_Work to be completed_: Only lines with the word "margin" belong in the answer; copy them from the records below.

(Beginning of Material to process)

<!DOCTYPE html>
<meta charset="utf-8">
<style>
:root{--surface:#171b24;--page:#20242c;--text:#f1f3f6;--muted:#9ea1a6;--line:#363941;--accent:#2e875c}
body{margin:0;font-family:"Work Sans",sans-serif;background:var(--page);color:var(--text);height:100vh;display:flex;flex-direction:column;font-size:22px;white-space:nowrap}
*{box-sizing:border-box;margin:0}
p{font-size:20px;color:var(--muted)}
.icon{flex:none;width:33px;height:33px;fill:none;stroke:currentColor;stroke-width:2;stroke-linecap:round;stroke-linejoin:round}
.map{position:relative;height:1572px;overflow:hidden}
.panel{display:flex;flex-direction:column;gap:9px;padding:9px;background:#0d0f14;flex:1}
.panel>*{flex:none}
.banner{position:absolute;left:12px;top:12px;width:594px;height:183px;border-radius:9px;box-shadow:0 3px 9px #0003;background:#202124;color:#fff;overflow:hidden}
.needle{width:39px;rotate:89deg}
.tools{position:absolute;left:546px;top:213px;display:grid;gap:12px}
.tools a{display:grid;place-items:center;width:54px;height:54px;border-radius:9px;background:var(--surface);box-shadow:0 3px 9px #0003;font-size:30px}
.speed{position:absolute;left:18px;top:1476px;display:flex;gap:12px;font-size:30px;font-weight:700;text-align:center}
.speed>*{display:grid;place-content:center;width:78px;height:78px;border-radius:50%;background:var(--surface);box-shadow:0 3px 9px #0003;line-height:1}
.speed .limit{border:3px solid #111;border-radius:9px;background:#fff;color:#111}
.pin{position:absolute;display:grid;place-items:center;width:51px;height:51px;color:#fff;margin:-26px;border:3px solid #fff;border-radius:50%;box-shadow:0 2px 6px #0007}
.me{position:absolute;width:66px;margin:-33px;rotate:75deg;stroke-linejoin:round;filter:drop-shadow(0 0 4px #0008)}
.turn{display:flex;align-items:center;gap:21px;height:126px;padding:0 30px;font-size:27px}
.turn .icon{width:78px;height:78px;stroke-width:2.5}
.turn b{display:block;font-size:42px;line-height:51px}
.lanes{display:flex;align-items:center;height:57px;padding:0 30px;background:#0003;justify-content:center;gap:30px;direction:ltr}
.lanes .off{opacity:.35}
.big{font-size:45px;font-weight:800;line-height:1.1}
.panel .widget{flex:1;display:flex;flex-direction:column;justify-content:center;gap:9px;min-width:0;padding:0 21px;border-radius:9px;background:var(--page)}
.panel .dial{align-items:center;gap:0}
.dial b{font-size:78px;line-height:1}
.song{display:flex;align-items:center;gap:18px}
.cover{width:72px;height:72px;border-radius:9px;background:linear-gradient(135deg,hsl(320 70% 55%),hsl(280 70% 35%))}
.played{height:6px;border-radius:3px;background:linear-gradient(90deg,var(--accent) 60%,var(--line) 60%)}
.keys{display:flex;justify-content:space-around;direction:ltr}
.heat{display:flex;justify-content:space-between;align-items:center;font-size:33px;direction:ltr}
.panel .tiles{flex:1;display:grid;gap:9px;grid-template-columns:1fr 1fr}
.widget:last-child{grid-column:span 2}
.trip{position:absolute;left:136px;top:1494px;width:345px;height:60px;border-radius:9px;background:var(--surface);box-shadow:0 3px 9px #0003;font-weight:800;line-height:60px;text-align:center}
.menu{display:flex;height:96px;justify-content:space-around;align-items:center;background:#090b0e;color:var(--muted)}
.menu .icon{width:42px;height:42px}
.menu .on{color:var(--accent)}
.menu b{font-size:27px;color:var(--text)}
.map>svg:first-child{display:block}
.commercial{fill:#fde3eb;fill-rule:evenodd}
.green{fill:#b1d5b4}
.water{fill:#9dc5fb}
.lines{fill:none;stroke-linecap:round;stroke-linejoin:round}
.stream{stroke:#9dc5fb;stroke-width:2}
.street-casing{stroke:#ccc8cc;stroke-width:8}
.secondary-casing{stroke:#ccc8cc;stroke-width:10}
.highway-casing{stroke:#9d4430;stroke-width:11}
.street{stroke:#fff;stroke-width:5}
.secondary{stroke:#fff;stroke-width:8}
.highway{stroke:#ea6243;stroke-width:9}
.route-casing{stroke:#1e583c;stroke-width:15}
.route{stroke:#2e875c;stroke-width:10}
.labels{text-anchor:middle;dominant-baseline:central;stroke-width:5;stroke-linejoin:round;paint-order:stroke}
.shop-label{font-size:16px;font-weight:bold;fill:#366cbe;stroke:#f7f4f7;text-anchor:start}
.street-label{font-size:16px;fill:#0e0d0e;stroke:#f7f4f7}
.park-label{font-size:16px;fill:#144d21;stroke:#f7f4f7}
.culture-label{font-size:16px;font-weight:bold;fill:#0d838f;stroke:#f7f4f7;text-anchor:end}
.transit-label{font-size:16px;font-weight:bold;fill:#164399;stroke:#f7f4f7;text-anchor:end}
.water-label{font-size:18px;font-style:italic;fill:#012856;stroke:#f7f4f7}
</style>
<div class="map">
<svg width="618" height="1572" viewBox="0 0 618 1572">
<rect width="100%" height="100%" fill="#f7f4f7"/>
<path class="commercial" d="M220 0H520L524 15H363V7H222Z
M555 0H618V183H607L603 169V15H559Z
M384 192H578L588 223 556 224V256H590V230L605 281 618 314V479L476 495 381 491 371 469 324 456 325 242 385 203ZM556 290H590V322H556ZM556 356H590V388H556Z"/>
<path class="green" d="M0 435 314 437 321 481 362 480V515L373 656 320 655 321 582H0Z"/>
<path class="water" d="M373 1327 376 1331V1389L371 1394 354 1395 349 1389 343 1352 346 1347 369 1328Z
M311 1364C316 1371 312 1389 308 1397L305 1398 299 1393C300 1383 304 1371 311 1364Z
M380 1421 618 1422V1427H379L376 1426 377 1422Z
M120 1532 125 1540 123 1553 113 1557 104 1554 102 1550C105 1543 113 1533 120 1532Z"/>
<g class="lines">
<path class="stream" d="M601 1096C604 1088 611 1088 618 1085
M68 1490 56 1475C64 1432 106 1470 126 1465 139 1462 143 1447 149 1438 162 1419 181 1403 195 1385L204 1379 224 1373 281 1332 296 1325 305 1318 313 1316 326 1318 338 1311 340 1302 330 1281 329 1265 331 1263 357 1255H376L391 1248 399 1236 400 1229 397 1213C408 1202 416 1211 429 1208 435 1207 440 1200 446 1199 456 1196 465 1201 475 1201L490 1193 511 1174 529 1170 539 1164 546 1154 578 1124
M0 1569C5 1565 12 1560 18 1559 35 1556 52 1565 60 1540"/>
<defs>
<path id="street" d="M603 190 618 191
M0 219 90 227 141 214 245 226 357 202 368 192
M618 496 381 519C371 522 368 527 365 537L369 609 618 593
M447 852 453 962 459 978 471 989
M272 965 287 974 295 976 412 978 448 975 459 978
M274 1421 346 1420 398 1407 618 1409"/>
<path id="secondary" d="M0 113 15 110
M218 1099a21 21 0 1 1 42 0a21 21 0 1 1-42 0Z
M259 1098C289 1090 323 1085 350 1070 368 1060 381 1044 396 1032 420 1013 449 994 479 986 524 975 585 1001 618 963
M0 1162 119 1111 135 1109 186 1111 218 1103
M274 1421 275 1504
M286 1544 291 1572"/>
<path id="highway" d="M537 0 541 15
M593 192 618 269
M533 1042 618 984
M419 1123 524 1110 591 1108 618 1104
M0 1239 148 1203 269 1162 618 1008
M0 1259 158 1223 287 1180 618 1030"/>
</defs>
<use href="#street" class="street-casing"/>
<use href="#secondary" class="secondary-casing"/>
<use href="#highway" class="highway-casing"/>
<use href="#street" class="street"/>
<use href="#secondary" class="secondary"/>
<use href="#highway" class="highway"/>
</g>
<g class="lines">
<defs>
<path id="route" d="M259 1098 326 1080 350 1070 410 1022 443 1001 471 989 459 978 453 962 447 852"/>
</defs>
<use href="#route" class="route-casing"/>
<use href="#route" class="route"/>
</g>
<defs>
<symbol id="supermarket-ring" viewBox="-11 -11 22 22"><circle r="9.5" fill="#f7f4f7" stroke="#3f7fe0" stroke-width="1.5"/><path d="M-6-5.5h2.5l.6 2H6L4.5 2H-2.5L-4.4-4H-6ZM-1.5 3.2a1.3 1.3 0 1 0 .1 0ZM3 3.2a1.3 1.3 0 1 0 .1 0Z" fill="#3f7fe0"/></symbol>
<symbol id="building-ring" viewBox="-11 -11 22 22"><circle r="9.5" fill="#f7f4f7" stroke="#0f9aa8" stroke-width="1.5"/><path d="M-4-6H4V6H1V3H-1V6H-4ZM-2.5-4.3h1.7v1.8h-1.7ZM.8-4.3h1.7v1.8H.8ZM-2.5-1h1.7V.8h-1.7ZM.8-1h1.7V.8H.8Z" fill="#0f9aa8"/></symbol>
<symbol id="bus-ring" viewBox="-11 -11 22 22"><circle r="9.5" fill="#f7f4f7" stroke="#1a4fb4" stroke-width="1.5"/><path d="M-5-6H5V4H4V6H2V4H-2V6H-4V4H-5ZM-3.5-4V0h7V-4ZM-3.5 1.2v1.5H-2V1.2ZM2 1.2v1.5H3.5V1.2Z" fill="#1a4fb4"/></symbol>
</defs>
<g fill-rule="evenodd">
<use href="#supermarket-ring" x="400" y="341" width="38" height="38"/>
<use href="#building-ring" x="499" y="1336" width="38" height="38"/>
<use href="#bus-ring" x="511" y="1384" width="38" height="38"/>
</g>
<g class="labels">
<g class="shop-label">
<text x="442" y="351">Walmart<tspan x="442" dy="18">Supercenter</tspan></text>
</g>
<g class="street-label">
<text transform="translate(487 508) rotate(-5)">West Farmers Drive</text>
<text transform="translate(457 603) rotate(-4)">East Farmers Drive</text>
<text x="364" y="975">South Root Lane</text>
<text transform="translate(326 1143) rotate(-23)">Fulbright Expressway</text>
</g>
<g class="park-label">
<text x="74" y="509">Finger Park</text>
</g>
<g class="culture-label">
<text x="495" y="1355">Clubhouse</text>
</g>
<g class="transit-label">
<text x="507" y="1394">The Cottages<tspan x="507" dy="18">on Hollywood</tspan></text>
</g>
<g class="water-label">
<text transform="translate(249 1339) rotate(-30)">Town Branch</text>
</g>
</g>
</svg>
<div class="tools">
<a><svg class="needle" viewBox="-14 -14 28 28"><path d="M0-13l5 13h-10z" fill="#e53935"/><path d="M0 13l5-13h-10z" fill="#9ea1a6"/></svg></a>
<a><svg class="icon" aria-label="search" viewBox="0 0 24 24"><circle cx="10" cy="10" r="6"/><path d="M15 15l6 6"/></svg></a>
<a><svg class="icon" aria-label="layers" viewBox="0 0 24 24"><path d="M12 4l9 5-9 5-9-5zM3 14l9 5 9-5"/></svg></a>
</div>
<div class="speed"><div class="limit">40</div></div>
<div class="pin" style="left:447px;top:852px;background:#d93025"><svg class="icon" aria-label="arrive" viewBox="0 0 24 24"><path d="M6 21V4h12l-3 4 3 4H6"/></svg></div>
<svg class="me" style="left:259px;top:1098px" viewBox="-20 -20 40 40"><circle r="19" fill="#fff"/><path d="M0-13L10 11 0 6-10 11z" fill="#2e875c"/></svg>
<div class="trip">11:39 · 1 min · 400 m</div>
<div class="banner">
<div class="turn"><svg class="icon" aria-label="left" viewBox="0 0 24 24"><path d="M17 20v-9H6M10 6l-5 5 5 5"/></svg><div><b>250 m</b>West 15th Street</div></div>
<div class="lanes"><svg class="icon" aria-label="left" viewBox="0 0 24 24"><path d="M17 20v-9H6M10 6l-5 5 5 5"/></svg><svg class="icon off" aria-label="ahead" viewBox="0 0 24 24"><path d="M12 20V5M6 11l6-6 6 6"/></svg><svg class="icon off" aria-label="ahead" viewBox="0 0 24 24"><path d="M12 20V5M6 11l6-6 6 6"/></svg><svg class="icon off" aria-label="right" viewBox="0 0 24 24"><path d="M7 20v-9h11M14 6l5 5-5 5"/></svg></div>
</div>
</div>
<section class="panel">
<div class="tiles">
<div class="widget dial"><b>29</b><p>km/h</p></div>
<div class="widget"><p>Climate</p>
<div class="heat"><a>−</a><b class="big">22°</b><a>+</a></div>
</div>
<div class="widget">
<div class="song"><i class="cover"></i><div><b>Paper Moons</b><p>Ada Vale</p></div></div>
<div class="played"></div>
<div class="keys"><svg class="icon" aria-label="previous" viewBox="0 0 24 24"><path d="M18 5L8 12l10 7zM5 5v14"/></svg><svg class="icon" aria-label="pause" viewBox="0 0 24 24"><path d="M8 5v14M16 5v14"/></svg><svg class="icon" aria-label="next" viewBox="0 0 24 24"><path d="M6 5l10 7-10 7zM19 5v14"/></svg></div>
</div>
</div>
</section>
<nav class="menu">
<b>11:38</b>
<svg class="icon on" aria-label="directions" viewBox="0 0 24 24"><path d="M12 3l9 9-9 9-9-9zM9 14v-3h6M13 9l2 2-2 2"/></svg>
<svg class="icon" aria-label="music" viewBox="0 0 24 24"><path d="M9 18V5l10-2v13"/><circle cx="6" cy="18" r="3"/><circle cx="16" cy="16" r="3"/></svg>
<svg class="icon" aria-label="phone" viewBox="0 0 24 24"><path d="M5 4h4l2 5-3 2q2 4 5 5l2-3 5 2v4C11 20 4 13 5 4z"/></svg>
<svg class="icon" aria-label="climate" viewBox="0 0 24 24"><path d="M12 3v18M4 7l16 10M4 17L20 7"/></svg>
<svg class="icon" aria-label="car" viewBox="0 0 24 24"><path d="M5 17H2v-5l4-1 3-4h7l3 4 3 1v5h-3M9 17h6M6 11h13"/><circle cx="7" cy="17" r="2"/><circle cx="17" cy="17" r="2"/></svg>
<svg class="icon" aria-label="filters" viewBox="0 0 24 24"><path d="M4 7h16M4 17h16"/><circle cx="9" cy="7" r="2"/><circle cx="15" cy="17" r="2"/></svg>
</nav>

(End of Material to process)

_Result_:
body{margin:0;font-family:"Work Sans",sans-serif;background:var(--page);color:var(--text);height:100vh;display:flex;flex-direction:column;font-size:22px;white-space:nowrap}
*{box-sizing:border-box;margin:0}
.pin{position:absolute;display:grid;place-items:center;width:51px;height:51px;color:#fff;margin:-26px;border:3px solid #fff;border-radius:50%;box-shadow:0 2px 6px #0007}
.me{position:absolute;width:66px;margin:-33px;rotate:75deg;stroke-linejoin:round;filter:drop-shadow(0 0 4px #0008)}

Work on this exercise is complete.